• _Task objective_:
Tell how many lines in the data below contain "Duygu", using one number as the whole reply.

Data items
════

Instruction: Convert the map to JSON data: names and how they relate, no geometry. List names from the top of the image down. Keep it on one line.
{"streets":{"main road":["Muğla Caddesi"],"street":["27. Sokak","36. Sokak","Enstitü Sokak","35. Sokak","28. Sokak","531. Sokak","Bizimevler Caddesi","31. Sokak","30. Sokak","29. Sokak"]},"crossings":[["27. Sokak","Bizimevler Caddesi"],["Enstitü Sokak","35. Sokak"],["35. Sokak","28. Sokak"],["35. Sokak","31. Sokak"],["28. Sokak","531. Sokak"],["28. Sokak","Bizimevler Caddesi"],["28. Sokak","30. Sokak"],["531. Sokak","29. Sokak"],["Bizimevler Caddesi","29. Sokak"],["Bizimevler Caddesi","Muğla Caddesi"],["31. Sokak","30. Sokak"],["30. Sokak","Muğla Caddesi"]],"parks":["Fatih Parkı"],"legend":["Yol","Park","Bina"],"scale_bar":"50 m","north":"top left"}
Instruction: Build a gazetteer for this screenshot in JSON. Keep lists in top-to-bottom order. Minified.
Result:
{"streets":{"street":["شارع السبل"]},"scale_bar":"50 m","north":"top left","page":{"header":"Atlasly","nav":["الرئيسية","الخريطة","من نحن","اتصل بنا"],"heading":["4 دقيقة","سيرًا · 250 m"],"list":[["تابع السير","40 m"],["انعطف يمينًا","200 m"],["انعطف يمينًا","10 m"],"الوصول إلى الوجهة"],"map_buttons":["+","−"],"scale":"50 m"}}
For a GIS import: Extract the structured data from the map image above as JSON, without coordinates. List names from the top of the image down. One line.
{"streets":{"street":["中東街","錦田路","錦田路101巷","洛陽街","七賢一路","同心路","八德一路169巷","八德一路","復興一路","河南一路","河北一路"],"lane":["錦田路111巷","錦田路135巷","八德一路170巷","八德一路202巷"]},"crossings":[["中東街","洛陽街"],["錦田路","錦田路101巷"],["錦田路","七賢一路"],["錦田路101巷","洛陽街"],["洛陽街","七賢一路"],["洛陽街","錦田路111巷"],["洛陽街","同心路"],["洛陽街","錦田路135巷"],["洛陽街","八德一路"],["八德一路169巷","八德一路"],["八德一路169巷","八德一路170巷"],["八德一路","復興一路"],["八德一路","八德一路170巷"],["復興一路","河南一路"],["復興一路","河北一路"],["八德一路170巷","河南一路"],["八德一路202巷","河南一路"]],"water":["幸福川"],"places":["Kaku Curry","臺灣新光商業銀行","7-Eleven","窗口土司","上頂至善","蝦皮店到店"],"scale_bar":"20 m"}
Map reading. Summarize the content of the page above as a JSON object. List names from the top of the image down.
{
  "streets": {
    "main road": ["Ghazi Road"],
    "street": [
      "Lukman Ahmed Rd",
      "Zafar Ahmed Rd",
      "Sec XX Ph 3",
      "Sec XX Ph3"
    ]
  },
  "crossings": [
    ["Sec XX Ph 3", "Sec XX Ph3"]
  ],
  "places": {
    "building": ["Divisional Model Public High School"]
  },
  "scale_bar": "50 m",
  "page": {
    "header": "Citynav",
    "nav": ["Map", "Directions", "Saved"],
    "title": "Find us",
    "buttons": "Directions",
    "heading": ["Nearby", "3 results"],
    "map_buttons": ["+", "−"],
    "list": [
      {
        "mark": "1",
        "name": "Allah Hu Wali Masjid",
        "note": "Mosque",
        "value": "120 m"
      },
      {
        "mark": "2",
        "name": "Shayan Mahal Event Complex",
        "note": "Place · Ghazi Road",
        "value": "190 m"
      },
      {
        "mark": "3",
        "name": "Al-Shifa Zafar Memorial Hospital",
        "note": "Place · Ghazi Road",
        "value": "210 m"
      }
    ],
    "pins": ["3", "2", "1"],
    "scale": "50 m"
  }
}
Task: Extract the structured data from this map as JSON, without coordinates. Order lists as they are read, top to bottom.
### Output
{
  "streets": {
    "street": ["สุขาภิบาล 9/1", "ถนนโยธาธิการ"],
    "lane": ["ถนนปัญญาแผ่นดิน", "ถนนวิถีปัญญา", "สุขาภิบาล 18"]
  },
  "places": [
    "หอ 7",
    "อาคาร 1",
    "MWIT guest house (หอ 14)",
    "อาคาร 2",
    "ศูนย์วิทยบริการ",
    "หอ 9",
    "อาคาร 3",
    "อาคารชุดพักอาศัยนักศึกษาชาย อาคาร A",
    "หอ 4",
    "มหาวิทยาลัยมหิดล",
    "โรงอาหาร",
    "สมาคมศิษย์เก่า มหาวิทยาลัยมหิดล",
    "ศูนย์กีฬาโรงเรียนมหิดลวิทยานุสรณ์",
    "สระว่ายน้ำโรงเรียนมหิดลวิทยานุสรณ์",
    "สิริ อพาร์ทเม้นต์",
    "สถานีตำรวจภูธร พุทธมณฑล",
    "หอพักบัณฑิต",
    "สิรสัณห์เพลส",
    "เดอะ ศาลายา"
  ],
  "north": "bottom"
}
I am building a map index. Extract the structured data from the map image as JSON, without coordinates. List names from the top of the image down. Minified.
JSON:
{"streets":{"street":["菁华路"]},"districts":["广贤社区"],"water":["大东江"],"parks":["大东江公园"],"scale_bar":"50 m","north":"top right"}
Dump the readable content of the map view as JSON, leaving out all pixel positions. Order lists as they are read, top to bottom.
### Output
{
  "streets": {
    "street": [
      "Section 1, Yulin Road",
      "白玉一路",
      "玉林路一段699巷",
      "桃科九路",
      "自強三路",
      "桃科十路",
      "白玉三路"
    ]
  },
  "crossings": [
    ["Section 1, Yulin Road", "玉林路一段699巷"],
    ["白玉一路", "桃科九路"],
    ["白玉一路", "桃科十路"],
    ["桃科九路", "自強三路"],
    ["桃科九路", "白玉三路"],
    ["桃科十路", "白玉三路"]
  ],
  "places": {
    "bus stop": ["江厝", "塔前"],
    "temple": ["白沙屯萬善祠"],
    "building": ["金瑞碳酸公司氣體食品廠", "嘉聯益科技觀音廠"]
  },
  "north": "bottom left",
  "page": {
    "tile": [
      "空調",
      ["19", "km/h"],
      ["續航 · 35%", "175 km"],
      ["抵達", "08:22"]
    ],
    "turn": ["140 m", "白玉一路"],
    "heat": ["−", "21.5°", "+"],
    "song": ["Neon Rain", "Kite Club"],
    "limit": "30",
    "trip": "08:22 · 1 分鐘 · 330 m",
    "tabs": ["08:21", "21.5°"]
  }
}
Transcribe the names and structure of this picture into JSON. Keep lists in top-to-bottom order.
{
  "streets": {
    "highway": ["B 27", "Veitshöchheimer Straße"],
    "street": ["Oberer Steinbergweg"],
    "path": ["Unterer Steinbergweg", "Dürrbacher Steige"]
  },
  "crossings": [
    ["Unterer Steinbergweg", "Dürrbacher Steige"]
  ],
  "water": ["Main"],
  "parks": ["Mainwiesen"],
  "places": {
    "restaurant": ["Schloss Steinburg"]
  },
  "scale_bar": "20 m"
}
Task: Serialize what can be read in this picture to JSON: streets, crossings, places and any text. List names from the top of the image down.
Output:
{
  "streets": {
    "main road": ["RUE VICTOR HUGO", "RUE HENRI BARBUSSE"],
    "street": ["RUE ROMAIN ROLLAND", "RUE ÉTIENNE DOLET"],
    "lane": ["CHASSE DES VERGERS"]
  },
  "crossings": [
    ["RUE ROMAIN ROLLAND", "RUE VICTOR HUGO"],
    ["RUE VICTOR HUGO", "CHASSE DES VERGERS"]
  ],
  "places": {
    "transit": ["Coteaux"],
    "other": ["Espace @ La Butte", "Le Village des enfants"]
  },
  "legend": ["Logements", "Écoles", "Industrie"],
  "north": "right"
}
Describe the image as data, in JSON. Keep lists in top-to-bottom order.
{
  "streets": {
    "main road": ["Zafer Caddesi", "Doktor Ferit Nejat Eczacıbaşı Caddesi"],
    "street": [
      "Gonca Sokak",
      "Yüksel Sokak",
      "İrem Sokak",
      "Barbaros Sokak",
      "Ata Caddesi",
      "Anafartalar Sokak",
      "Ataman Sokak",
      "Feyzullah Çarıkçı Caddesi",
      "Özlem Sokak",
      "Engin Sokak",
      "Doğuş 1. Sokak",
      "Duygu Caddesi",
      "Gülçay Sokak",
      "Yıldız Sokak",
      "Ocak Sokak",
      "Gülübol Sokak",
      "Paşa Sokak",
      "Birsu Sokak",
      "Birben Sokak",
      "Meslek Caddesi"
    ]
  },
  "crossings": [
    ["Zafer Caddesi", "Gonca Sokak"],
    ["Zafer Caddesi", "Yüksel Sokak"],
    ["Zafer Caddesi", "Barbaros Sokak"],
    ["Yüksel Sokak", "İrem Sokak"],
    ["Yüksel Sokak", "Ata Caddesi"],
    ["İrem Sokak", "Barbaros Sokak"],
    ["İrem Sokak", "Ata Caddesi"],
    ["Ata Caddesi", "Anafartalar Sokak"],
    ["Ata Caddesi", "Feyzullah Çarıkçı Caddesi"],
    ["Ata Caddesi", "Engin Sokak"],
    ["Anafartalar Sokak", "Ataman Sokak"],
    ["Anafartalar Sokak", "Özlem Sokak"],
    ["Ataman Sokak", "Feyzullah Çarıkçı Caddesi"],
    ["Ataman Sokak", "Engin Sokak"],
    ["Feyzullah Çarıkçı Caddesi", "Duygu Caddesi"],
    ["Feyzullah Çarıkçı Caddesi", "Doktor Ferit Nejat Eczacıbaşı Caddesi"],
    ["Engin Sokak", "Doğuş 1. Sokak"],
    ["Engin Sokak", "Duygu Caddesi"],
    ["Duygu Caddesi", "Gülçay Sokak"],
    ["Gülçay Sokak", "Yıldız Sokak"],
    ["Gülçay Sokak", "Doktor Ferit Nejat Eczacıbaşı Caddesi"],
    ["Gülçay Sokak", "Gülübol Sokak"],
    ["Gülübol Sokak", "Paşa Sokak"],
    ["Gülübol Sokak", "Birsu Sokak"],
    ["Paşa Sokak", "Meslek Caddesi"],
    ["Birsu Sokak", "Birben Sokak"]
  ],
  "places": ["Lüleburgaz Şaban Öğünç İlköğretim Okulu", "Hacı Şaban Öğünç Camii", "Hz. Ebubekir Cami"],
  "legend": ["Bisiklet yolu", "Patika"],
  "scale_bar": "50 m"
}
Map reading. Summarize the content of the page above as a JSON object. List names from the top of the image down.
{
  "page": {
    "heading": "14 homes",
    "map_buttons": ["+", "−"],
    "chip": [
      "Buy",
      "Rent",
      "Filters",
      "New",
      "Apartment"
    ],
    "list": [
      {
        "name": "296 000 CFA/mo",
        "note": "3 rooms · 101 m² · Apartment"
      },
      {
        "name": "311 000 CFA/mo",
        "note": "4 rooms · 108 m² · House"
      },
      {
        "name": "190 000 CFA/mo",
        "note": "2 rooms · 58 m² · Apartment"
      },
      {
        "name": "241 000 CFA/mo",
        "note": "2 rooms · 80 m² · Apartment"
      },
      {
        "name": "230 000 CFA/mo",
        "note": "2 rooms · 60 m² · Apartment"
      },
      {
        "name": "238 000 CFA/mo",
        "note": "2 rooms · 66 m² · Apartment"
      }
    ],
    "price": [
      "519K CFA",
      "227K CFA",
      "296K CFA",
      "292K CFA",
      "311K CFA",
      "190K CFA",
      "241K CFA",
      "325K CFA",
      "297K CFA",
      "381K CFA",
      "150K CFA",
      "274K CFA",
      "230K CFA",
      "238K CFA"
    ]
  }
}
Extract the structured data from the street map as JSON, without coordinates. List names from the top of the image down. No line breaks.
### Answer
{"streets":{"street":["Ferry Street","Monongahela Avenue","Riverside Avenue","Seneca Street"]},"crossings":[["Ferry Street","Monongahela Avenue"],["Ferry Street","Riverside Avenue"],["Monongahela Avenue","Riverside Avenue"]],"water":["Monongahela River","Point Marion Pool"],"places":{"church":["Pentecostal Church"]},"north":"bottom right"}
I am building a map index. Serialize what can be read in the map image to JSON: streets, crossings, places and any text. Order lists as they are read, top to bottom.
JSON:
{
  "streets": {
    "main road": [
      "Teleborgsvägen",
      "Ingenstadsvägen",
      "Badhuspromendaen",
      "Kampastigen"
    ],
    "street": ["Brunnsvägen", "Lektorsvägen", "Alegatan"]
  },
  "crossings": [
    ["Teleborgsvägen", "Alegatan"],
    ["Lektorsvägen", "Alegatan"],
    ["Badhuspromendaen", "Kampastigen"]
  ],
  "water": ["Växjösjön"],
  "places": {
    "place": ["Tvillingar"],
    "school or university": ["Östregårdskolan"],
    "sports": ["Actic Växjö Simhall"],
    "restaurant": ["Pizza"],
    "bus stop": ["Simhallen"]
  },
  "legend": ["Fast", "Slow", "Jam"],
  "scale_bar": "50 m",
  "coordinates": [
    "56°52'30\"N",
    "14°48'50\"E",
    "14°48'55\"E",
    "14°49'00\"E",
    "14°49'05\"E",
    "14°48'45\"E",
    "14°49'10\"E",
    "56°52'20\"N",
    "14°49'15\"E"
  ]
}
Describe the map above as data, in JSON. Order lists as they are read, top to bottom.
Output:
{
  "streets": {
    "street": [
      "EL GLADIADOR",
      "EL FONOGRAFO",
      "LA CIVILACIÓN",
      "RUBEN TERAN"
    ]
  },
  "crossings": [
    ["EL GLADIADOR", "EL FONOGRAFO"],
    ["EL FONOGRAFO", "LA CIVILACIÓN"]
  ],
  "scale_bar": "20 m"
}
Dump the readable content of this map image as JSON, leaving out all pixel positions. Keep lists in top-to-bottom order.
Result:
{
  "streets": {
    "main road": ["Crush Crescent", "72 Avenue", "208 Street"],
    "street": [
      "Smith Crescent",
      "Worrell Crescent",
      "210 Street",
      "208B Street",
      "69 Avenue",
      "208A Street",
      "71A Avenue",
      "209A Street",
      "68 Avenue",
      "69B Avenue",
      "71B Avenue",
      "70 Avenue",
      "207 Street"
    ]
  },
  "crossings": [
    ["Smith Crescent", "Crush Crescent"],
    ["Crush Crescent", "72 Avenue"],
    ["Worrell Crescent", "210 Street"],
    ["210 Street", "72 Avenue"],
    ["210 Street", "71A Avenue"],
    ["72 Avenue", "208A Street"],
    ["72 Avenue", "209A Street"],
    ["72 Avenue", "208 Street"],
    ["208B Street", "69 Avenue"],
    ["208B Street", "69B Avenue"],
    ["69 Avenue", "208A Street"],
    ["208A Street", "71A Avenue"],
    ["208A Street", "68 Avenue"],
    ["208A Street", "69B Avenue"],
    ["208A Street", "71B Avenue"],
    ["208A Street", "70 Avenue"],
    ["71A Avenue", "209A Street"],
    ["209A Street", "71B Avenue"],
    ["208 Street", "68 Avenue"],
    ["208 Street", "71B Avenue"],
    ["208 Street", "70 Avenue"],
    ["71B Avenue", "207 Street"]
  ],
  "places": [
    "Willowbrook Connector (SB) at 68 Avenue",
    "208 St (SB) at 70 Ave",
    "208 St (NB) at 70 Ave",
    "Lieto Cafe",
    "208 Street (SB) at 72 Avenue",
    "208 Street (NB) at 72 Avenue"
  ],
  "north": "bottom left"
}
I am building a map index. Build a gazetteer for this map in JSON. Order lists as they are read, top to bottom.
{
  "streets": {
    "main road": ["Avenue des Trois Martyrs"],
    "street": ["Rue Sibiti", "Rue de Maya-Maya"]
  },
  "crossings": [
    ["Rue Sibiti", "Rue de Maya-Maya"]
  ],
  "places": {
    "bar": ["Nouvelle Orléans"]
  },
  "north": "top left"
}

════

• _Solution for this exercise_:
4